The last couple weeks have been brutal.  Between the fire academy and my new job, I’ve been slammed.  I’ve been to Concord Uniforms so many times recently, I’ve though about volunteering there.

It was my hope at the start of this blog that I would be able to write a post for every day of the academy.  That is clearly not going to be possible, but I will try and stay on top of things at least in blocks of days.  Today’s post will be on Day 2 of the academy, but in this posts and future posts  I’ll generally focus on a few things: What we’ve covered in class; class/training instructors;  personal wins/losses (blunders); other highlights.  In addition, I’ll also try and get the quizes we’ve taken so far posted on the quiz page so you can test your own firefighter knowledge.  Remember – anything less than 70% fails.

Day 2 – This was the actual first day of “class”.  Day 1 was our 10-hour orientation.  In this class Captain Grillo covered the history of the fire service from 24 B.C. to current day.  There’s a lot that we covered and I’d love to post the notes here, but that would take a lot of time I don’t have.  That’s a project for later, but I can tell you a few highlights regarding the history of the firefighting and some of the interesting trivia that goes along with it.

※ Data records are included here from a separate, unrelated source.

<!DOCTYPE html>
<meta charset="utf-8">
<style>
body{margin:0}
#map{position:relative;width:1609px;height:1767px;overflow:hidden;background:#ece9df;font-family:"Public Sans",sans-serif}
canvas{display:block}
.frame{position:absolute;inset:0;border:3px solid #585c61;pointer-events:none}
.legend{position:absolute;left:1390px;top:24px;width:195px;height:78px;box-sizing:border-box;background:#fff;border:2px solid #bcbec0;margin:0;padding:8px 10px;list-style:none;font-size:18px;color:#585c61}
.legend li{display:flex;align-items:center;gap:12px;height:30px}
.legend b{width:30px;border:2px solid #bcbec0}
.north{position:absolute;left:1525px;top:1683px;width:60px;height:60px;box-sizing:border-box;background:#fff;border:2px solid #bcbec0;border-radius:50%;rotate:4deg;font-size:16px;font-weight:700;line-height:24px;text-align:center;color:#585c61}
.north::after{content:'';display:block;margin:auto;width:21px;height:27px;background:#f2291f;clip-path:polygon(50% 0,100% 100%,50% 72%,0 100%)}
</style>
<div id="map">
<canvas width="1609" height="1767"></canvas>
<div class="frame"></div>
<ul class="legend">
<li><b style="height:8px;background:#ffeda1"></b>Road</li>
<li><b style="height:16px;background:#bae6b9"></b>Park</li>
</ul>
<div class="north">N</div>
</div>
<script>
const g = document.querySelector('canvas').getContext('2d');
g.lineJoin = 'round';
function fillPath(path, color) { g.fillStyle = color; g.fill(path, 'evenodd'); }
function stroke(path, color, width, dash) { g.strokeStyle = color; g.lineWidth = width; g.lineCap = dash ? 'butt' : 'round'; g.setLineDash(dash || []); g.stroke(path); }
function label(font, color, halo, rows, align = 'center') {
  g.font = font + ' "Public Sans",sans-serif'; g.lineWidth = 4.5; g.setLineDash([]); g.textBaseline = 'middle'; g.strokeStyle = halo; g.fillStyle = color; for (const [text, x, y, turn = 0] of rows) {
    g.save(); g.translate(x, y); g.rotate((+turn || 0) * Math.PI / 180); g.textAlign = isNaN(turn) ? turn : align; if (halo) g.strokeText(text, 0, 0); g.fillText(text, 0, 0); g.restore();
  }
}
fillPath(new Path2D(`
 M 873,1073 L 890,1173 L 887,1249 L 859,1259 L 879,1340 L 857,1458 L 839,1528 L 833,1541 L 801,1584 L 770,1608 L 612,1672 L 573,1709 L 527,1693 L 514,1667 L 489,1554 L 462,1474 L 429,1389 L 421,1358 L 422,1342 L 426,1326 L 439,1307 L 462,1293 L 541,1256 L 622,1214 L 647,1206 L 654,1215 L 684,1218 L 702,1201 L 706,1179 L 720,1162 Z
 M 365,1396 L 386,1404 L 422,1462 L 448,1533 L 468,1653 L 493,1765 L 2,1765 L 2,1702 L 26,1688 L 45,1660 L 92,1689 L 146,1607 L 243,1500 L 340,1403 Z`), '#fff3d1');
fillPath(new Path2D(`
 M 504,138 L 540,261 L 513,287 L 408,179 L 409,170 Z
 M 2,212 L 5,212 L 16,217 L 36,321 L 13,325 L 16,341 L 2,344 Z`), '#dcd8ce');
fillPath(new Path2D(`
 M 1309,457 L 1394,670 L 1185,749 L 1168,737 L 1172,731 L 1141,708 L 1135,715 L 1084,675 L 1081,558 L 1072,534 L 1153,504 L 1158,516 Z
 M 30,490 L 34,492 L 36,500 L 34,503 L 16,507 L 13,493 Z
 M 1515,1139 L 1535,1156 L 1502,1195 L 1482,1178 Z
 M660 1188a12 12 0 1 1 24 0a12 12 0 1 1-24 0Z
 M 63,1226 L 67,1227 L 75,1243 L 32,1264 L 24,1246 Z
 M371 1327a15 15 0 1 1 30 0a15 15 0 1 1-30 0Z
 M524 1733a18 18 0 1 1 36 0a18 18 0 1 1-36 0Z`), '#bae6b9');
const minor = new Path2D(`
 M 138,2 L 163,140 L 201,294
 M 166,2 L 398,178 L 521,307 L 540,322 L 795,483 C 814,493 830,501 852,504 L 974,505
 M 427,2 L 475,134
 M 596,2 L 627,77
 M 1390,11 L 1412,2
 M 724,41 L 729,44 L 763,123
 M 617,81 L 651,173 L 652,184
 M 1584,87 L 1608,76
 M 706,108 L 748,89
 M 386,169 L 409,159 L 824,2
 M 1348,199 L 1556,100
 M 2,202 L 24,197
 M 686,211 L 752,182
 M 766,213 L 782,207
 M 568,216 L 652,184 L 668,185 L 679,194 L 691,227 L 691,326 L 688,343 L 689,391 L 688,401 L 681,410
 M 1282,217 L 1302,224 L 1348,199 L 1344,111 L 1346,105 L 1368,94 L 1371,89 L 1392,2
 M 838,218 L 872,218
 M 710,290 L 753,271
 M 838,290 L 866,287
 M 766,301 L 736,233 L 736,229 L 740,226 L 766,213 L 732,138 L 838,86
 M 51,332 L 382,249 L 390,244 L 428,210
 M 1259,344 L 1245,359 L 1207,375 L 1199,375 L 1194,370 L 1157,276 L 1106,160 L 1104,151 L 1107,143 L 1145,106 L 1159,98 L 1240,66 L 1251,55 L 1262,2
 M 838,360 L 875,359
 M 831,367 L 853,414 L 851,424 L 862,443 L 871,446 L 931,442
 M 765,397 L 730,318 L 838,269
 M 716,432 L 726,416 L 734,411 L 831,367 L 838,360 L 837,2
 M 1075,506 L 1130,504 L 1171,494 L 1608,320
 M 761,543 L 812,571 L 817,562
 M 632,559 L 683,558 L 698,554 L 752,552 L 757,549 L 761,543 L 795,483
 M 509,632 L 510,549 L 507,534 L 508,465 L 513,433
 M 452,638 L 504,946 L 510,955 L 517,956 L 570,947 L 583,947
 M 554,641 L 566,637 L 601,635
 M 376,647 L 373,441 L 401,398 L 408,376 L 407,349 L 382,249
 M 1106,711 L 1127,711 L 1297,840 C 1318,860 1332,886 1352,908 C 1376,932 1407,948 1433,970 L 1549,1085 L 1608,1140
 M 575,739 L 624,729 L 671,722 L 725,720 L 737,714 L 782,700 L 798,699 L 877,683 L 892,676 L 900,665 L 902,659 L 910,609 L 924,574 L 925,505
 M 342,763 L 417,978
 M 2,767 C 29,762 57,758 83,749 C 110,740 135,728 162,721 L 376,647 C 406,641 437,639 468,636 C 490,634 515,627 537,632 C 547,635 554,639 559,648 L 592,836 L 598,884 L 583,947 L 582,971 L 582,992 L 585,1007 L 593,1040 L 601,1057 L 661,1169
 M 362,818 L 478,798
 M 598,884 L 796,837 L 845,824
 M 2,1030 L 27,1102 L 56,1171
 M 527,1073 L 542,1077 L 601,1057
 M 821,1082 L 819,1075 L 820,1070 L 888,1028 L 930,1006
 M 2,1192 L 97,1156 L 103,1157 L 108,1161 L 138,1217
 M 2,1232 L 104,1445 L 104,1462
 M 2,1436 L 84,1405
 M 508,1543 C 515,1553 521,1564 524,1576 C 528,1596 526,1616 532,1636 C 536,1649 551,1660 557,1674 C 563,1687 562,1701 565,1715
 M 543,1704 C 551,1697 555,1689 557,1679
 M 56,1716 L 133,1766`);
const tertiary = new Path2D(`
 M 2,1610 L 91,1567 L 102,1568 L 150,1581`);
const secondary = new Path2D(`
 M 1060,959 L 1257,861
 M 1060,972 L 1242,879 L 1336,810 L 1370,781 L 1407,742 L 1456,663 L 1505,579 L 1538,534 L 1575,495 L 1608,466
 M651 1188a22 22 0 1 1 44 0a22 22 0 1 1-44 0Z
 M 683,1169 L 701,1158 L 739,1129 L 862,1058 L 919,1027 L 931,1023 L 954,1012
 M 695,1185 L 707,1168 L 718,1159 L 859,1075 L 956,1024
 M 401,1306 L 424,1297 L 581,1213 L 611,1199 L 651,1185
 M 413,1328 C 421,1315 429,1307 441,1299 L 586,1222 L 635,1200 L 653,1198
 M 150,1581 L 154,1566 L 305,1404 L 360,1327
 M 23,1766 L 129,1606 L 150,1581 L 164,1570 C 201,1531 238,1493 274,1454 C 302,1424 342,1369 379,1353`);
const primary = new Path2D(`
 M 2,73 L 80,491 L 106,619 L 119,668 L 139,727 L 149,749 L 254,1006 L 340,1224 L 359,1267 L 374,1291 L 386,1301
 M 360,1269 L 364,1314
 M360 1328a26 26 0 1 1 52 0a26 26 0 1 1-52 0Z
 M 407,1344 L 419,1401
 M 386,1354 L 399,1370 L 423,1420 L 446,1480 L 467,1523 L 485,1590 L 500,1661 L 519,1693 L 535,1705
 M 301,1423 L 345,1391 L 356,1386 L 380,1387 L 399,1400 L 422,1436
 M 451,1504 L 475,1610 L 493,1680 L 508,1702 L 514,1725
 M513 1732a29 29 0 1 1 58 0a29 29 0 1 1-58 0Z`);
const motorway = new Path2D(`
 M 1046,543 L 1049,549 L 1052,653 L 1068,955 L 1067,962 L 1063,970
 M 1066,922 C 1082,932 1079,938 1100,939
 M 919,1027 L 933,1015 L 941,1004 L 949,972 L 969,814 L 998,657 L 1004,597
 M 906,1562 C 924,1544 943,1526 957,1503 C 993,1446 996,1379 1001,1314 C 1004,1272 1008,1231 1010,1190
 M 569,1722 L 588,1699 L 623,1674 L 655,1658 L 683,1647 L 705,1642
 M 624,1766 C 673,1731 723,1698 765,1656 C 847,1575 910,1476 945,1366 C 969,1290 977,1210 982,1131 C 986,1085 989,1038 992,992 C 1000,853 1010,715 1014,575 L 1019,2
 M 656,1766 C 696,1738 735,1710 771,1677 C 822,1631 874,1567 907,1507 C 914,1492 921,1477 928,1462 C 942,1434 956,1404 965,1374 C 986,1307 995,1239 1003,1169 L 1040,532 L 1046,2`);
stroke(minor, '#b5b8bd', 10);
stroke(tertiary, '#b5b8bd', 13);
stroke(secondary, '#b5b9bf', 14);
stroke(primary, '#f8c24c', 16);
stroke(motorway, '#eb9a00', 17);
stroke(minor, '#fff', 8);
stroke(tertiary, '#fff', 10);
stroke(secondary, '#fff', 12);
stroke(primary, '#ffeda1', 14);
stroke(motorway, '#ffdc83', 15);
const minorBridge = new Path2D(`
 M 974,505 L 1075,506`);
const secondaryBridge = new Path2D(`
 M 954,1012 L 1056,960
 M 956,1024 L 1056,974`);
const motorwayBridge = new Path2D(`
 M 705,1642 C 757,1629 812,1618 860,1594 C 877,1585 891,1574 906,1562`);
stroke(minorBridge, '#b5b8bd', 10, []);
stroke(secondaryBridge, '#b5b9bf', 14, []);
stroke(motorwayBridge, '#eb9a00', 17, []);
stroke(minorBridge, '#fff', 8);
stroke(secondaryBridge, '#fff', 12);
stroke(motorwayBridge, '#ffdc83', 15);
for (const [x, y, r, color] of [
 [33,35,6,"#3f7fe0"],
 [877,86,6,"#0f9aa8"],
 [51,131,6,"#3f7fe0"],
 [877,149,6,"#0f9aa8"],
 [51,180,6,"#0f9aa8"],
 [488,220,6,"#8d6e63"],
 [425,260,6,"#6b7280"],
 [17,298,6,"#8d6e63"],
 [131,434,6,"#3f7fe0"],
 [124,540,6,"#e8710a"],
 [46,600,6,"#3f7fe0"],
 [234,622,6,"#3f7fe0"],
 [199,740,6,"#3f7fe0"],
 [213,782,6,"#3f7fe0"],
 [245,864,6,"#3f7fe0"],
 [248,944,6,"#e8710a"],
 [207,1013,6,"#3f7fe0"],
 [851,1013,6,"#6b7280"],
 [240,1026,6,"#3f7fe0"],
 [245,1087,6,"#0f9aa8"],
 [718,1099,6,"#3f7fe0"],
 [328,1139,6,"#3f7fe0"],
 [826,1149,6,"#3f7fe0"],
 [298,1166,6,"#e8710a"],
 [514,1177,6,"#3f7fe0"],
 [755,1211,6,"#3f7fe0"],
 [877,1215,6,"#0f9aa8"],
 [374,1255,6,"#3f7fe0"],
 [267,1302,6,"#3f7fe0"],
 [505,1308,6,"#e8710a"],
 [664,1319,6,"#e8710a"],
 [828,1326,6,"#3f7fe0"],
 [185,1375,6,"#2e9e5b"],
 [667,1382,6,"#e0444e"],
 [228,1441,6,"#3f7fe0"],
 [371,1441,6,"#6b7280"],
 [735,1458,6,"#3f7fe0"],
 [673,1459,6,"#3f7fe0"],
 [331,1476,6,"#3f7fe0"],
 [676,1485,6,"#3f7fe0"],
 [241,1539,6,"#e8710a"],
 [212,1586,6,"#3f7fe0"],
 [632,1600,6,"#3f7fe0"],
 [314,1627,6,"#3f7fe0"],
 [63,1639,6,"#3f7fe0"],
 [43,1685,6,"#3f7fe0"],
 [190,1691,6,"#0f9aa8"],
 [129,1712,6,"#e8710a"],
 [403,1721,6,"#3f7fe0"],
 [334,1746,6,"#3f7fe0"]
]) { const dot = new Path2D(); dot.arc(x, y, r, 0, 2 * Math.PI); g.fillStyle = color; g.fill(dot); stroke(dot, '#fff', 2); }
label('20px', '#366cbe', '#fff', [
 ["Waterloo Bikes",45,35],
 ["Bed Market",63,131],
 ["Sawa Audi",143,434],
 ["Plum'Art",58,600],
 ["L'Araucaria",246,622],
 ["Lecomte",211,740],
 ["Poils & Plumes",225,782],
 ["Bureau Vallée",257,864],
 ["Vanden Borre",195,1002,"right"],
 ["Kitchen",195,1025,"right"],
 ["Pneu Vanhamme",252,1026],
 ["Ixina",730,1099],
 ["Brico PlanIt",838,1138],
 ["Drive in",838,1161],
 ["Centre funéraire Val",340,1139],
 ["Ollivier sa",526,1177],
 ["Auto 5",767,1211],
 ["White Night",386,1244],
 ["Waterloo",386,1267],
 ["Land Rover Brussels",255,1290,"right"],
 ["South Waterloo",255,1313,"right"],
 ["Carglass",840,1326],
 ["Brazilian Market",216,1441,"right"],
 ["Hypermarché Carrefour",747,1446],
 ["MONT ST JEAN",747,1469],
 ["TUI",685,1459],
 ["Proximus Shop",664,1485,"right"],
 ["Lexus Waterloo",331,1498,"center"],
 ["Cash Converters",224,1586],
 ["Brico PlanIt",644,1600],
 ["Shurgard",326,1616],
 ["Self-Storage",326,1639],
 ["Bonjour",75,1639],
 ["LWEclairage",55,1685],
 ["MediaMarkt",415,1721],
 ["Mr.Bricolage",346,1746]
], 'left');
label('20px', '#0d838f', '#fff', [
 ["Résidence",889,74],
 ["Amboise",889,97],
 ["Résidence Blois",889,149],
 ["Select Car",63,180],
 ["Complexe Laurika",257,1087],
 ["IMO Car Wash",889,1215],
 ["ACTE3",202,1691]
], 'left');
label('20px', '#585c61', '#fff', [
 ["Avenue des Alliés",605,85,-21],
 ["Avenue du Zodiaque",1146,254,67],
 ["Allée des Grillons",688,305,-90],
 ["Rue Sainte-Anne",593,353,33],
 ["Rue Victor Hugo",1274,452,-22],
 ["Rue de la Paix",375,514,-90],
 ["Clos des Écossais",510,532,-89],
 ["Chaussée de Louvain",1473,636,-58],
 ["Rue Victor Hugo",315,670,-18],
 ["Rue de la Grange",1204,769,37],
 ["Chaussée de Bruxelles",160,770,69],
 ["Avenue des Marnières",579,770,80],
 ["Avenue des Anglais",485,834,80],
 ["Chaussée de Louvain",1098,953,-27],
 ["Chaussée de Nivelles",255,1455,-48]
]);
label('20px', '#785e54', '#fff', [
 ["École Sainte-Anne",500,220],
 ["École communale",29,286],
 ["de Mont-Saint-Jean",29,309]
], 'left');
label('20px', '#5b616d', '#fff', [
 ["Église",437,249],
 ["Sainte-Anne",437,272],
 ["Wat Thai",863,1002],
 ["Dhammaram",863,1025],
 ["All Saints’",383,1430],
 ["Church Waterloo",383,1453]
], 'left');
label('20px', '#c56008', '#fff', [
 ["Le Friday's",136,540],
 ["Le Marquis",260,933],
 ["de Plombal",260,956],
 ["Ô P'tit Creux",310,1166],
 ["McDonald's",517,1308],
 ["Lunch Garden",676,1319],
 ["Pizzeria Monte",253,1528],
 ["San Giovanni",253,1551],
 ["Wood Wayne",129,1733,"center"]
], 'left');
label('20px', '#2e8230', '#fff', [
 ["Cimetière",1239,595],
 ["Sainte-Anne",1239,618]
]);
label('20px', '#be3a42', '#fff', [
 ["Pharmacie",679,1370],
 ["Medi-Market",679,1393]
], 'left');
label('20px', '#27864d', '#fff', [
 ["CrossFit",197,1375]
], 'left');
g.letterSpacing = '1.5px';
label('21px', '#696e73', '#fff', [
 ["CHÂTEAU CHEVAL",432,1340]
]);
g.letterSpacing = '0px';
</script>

  • The earliest recorded history of firefighters was in Caesar’s Rome.  The “Familia Publica”, made up of 600 slaves (not like the African-American slaves of American history.  They were more like servants of the commonwealth.) stationed around the city and kept watch nightly for fires.  They put them out by throwing buckets of water on them.
  • The Corp of Vigiles eventually replaced the Familia Publica and served Rome for about 500 years.
  • The very first fire pump ever was called the Siphona Syringe (invented by Ctesibus and Hero the Alexandrian) which was basically a giant syringe full of water which was pumped by multiple men onto a fire.
  • Former Captain of the Romain army, Florian, became known as “Florian, Patron Saint of Firefighters”.
  • Dalmatians, the fire service mascot was originally used to keep horse teams on path and calm at the scene of fires.
  • Ben Franklin is commonly referred to as “America’s First Fire Chief” as he started the first fire department in Philadelphia, PA.
  • Boston, MA created the first paid-on-call Fire Department, let by Thomas Atkins – America’s first Fire Captain.
  • The word ‘curfew’ comes from the french saying “couvre feu” meaning “cover fire”.  In Medieval England the curfew bell was rung meaning it was time to cover and extinguish your fire, so that homes would not catch on fire in the night.
  • Andrew Gratacap invented the first fire helmet made of leather with the primary purpose of keeping water out of your eyes.
  • Cincinatti, OH (1853) is credited as being the the 1st paid, full-time Fire Department.
  • San Francisco’s Daniel Hayes invented the 1st hydraulic aerial ladder in 1870.
  • In 1973 America’s growing fire problem was finally explored in depth in the monumental “America Burning” publication.  It’s conclusion was that our fire problem which is worse than any other industrialized country, stems from our own apathy.
  • 345 firefighters die in the terrorist attacks on 9/11.  6000 people died in total.
  • Today there are approximately 33,000 fire departments in the U.S. and 1 million firefighters (two-thirds are volunteer)
  • The are approximately 2 million fire calls per year in the U.S.
  • A popular saying in the fire service goes “200 years of tradition, unhampered by progress.”
  • “Semper Vigilans” is the motto of the fire service.  It means “Always Vigilant”.